Will drug resistance become pandemic?

Jasson Urbach | 05 Apr 2014
Saturday Star
The rising trend of resistance to pharmaceuticals is one of the most important and worrying topics raised at the 16th International Congress on Infectious Diseases (ICID) currently underway in Cape Town. With no sign of any new drugs becoming available, increasing wide-spread resistance to existing drugs has the potential to relegate humanity back to an era not experienced in decades. 

Discussions at the ICID are highlighting such critical threats as the rise of antimicrobial resistance. With repeated exposure, germs develop a resistance to antimicrobials so that they become no longer effective in treating particular illnesses. Resistant organisms, which include bacteria, fungi, viruses and some parasites, are able to withstand attacks by antimicrobial medicines, such as antibiotics, antifungals, antivirals, and antimalarials, so that treatments then prove ineffective and infections persist.

The evolution of resistant strains is a natural process that occurs when microorganisms are exposed to antimicrobial drugs. Misuse of antimicrobial medicines accelerates this phenomenon. Every time a person or animal takes antibiotics, sensitive bacteria are killed, but some resistant germs may survive to grow and multiply. Repeated and improper uses of antibiotics are primary causes of the increase in drug-resistant bacteria. Antibiotics should be used to treat bacterial infections only, since they are not effective against viral infections like the common cold and the flu. The prevalence of fake and substandard drugs also raises the probability of resistance emerging to good quality drugs.

It is essential to differentiate between fake and sub-standard drugs. Fake drugs are produced by criminals, often with no attempt whatsoever to include active ingredients. If included, there is usually just enough to pass a basic test. Fake drugs not only fail to cure patients' ailments, but also frequently contain chemicals that cause additional harm to the patient. In contrast, sub-standard drugs, more often than not, while produced by legitimate drug manufacturers, are of poor quality. Sub-standard drugs made with either too little or too much active ingredient often deteriorate before a normal expiry date. Fake drugs may be highly detrimental to patients who consume them, but sub-standard drugs are far more damaging because they increase the probability of resistance emerging to good quality drugs. Sub-standard drugs have the potential to render an entire class of proven drugs useless.

Consider what is happening with anti-malarial treatments. In 2012 the Lancet medical journal published a study conducted by the National Institutes of Health unit which found that 35 per cent of 2,300 malaria drug samples tested in sub-Saharan Africa were of "poor quality" - either fake, expired or badly made. This is devastating because, in the case of anti-malarial treatment, there are few effective drugs remaining.

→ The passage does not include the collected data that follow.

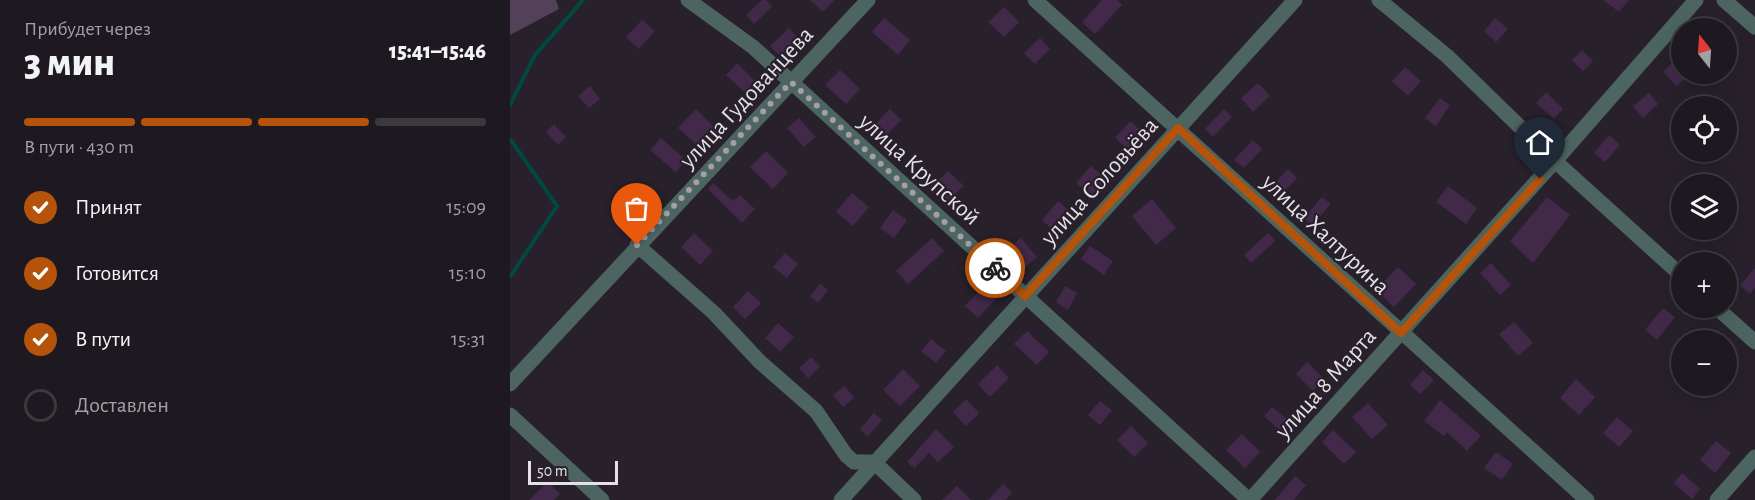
<!DOCTYPE html>
<html lang="ru">
<head>
<meta charset="utf-8">
<style>
	:root { --surface:#1e1920; --page:#2b262d; --text:#f1f3f6; --muted:#a1a0a5; --line:#3c383e; --accent:#b45309 }
	body { margin:0; font-family:"Alegreya Sans",sans-serif; background:var(--page); color:var(--text); height:100vh; display:flex; flex-direction:column; font-size:22px; white-space:nowrap }
	* { box-sizing:border-box; margin:0 }
	p { font-size:20px; color:var(--muted) }
	.icon { flex:none; width:33px; height:33px; fill:none; stroke:currentColor; stroke-width:2; stroke-linecap:round; stroke-linejoin:round }
	.map { position:relative; flex:1; overflow:hidden }
	.details { display:flex; flex-direction:column; background:var(--surface); width:510px }
	.details>* { flex:none }
	.needle { width:39px; rotate:343deg }
	.tools { position:absolute; left:1161px; top:18px; display:grid; gap:12px }
	.tools a { display:grid; place-items:center; width:66px; height:66px; border-radius:50%; background:var(--surface); box-shadow:0 6px 24px #0002,0 0 0 2px var(--line); font-size:30px }
	.scale { position:absolute; left:18px; bottom:15px; width:90px; box-sizing:border-box; padding-left:6px; border:3px solid #e6e1e8; border-top:0; font-size:16px; line-height:21px; white-space:nowrap; color:#e6e1e8; -webkit-text-stroke:4px #28212b; paint-order:stroke }
	.pin { position:absolute; display:grid; place-items:center; width:51px; height:51px; color:#fff; margin:-62px -26px; border-radius:50% 50% 50% 0; rotate:-45deg; box-shadow:0 0 6px #0007 }
	.pin .icon { rotate:45deg }
	.courier { position:absolute; display:grid; place-items:center; width:60px; height:60px; margin:-30px; border:4px solid #b45309; border-radius:50%; background:#fff; color:#222; box-shadow:0 2px 8px #0007 }
	.head em { font-style:normal; font-weight:800 }
	.head div { display:flex; flex-direction:column-reverse }
	.head { display:flex; align-items:center; justify-content:space-between; height:102px; padding:0 24px }
	h1 { font-size:39px; font-weight:800; line-height:45px }
	.bar { display:grid; grid-template-columns:repeat(4,1fr); gap:9px 6px; align-content:center; height:72px; padding:0 24px }
	.bar i { height:8px; border-radius:4px; background:var(--line) }
	.bar .on { background:var(--accent) }
	.bar p { grid-column:span 4 }
	ol { padding:0 24px; list-style:none }
	li { display:flex; align-items:center; gap:18px; height:66px }
	li p { margin-inline-start:auto }
	li .icon { padding:6px; border-radius:50%; background:var(--accent); color:#fff; stroke-width:4 }
	li:last-child { color:var(--muted) }
	li i { width:33px; height:33px; border:3px solid var(--line); border-radius:50% }
	main { display:flex; flex:1; min-height:0 }
	.map>svg:first-child { display:block }
</style>
</head>
<body>
<main>
<section class="details">
<div class="head"><div><h1>3 мин</h1><p>Прибудет через</p></div><em>15:41–15:46</em></div>
<div class="bar"><i class="on"></i><i class="on"></i><i class="on"></i><i></i><p>В пути · 430 m</p></div>
<ol>
<li><svg class="icon" aria-label="check" viewBox="0 0 24 24"><path d="M5 12l5 5 9-10"/></svg>Принят<p>15:09</p></li>
<li><svg class="icon" aria-label="check" viewBox="0 0 24 24"><path d="M5 12l5 5 9-10"/></svg>Готовится<p>15:10</p></li>
<li><svg class="icon" aria-label="check" viewBox="0 0 24 24"><path d="M5 12l5 5 9-10"/></svg>В пути<p>15:31</p></li>
<li><i></i>Доставлен</li>
</ol>
</section>
<div class="map">
<svg width="1245" height="500" viewBox="0 0 1245 500">
	<rect width="100%" height="100%" fill="#28212b"/>
	<path fill="#534059" d="M0 0H46L49 9 0 35Z"/>
	<g fill="none" stroke-linecap="round" stroke-linejoin="round">
		<path stroke="#004940" stroke-width="4" d="M0 105 25 55 73 0
			M0 139 47 206 0 277"/>
	</g>
	<path fill="#42294a" d="M252 0H256L262 6 244 24 236 15Z
		M300 0H324L313 12Z
		M592 0H607L612 5 585 34 572 22Z
		M1093 0H1119L1109 12Z
		M494 7 509 22 494 37 478 22Z
		M374 18 400 40 388 55 362 32Z
		M985 18 998 29 986 42 974 31Z
		M132 20 145 31 129 49 116 37Z
		M279 28 289 39 271 57 260 46Z
		M530 38 540 49 525 64 514 53Z
		M1072 50 1083 61 1073 71 1062 60Z
		M1172 53V74H1180L1167 86 1153 72Z
		M227 63 247 83 236 94 216 75Z
		M895 67 911 81 898 96 882 81Z
		M330 70 350 89 336 104 315 85Z
		M748 83 760 96 743 112 731 98Z
		M80 86 90 99 79 108 68 96Z
		M1036 92 1053 109 1044 119 1026 103Z
		M1139 93 1148 104 1133 118 1123 106Z
		M930 98 940 105 926 126 915 118Z
		M186 109 207 130 190 148 168 128Z
		M380 109 391 120 374 138 362 128Z
		M714 109 722 117 703 137 695 129Z
		M289 118 306 137 294 147 277 128Z
		M620 121 637 136 622 153 605 138Z
		M44 124 56 137 48 145 36 132Z
		M1099 135 1110 145 1095 162 1084 153Z
		M151 138 176 160 166 172 140 150Z
		M743 140 752 149 734 168 724 160Z
		M256 151 278 173 263 189 240 167Z
		M581 166 600 183 585 199 566 183Z
		M778 169 787 178 768 198 759 189Z
		M438 171 454 186 438 201 423 186Z
		M203 183 223 201 230 195 245 209 232 223 198 189Z
		M938 186 967 208 956 224 926 202Z
		M121 189 136 202 122 219 107 206Z
		M342 193 359 207 343 226 326 212Z
		M812 197 821 204 802 225 794 218Z
		M1037 197 1060 215 1023 263 1000 241Z
		M642 199 666 228 646 245 622 216Z
		M548 201 565 216 548 235 532 220Z
		M1172 201V227L1159 211Z
		M383 210 397 220 384 238 370 228Z
		M184 233 203 251 190 265 171 247Z
		M758 233 765 241 741 263 734 255Z
		M422 238 434 251 398 284 386 271Z
		M511 238 527 257 511 271 495 252Z
		M580 246 603 261 594 275 571 259Z
		M275 253 288 264 277 278 263 267Z
		M981 263 1001 285 990 295 970 273Z
		M888 267 906 284 884 307 866 290Z
		M1245 268V287L1240 294 1230 285Z
		M310 284 318 290 308 303 300 296Z
		M555 286 567 293 558 310 546 302Z
		M473 287 486 299 468 318 455 306Z
		M238 291 251 303 235 319 223 307Z
		M1153 308 1165 317 1147 340 1135 330Z
		M1004 322 1023 343 1008 356 989 334Z
		M268 323 284 337 270 352 255 338Z
		M517 331 539 352 527 365 504 344Z
		M421 339 436 351 426 363 411 351Z
		M301 357 310 366 298 378 289 368Z
		M797 362 815 380 803 391 786 374Z
		M487 365 499 378 480 397 468 384Z
		M393 369 410 386 390 406 373 390Z
		M913 370 924 380 910 394 900 385Z
		M1066 379 1085 397 1069 415 1050 398Z
		M335 386 344 398 333 407 323 395Z
		M456 399 469 413 456 426 443 412Z
		M930 400 971 436 957 451 937 432 934 436 914 421Z
		M590 401 602 410 590 425 578 415Z
		M858 403 878 425 862 439 842 417Z
		M762 407 778 420 770 430 754 416Z
		M364 413 372 420 358 436 350 429Z
		M1107 417 1123 431 1109 447 1093 433Z
		M621 426 638 443 624 457 607 440Z
		M426 429 444 447 428 462 419 453 404 468 397 462Z
		M823 430 846 452 834 464 812 442Z
		M732 434 750 452 735 468 716 450Z
		M1206 441 1221 453 1205 473 1190 460Z
		M986 452 1003 464 992 480 974 468Z
		M1172 473 1190 489 1182 499 1164 483Z
		M785 476 796 485 784 500H765Z
		M38 482 50 494 44 500H19Z
		M493 484 502 493 495 500H478Z
		M447 486 461 500H432Z"/>
	<g fill="none" stroke-linecap="round" stroke-linejoin="round">
		<path stroke="#4d6560" stroke-width="15" d="M178 0 243 47 739 500
			M525 0 1077 500
			M869 0 937 56 1045 161 1172 276
			M1214 0 1245 27
			M127 245 204 313 250 362 306 411 336 455 344 462H364L404 500
			M1207 308 1245 342
			M0 384 358 0
			M0 415 92 500
			M331 500 785 0
			M740 500 1045 161 1186 0
			M1207 500 1245 457"/>
	</g>
	<g fill="none" stroke-linecap="round" stroke-linejoin="round">
		<path stroke="#a49ea6" stroke-width="6" stroke-dasharray="0 10.8" d="M127 245 281 82 485 268"/>
		<path stroke="#b45309" stroke-width="8" d="M485 268 515 296 668 128 891 333 1030 179"/>
	</g>
	<g text-anchor="middle" stroke-width="4.5" stroke-linejoin="round" paint-order="stroke">
		<g font-size="24" fill="#e6e1e8" stroke="#28212b">
			<text transform="translate(236 97) rotate(-47)" y="8">улица Гудованцева</text>
			<text transform="translate(410 169) rotate(42)" y="8">улица Крупской</text>
			<text transform="translate(589 181) rotate(-48)" y="8">улица Соловьёва</text>
			<text transform="translate(816 234) rotate(43)" y="8">улица Халтурина</text>
			<text transform="translate(815 383) rotate(-48)" y="8">улица 8 Марта</text>
		</g>
	</g>
</svg>
<div class="tools">
<a><svg class="needle" viewBox="-14 -14 28 28"><path d="M0-13l5 13h-10z" fill="#e53935"/><path d="M0 13l5-13h-10z" fill="#a1a0a5"/></svg></a>
<a><svg class="icon" aria-label="locate" viewBox="0 0 24 24"><circle cx="12" cy="12" r="6"/><path d="M12 2v4M12 18v4M2 12h4M18 12h4"/></svg></a>
<a><svg class="icon" aria-label="layers" viewBox="0 0 24 24"><path d="M12 4l9 5-9 5-9-5zM3 14l9 5 9-5"/></svg></a>
<a>+</a>
<a>−</a>
</div>
<div class="scale">50 m</div>
<div class="pin" style="left:127px;top:245px;background:#ea580c"><svg class="icon" aria-label="bag" viewBox="0 0 24 24"><path d="M5 8h14l-1 12H6zM9 8a3 3 0 0 1 6 0"/></svg></div>
<div class="pin" style="left:1030px;top:179px;background:#1f2937"><svg class="icon" aria-label="home" viewBox="0 0 24 24"><path d="M3 11l9-7 9 7M6 9v11h12V9"/></svg></div>
<div class="courier" style="left:485px;top:268px"><svg class="icon" aria-label="bike" viewBox="0 0 24 24"><circle cx="6" cy="16" r="4"/><circle cx="18" cy="16" r="4"/><path d="M6 16l4-8h5l3 8M10 8l3 8H6M13 5h3"/></svg></div>
</div>
</main>
</body>
</html>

The once highly successful malaria treatments, chloroquine and sulphadoxine pyrimethamine (SP), are seldom recommended to treat malaria thanks to resistance. One strategy to contain resistance is to combine two treatments. The current best treatment is achieved by combining artemisinin with another anti-malarial drug. Preserving these artemisinin combination therapies, or ACTs, required a halt in the use of artemisinin monotherapies and also careful efforts to ensure high standard ACTs are used, and used appropriately.

In January 2006 the WHO appealed to pharmaceutical manufacturers to cease production of monotherapies. Regrettably many companies continued to produce these drugs and far too many malarial country governments continue to allow their use. According to the WHO's World Malaria Report: 2013, "The number of countries that still allow the marketing of these products decreased from 55 in 2008 to 9 as of November 2013; 6 of those 9 countries are in the African Region. The number of pharmaceutical companies marketing these products dropped from 38 in 2010 to 30 in 2013. Most of the countries that allow marketing of these medicines are in the African Region, whereas most of the manufacturers are in India".

Countries need drug regulators, but far too often these bureaucracies demand that legitimate producers fulfil lengthy and expensive registration processes that they have already undertaken in other countries. If regulators were to harmonise more and accept registrations on a regional basis, it would undoubtedly free up more time and resources to monitor sub-standards and prevent fakes from entering the market. A more efficient process would relieve the 'regulation' pressure on good quality drugs and help us escape the serious threat of wide-scale resistance.

The international community should commit to signing an international treaty on counterfeiting medicines, such as one proposed by Prof Amir Attaran and Dr Roger Bate. Currently medicine counterfeiters are able to use all sorts of legal loopholes to get away with what they are doing. Unlike counterfeit currency, there is no consistency in the laws that deal with producers of fake medicines. A global treaty is needed to close the many loopholes and standardise the legal treatment of criminals whose trade is deadly. Such a treaty concerning counterfeit currency has already existed for decades. It is high time one is adopted for medicines to protect the future of humankind.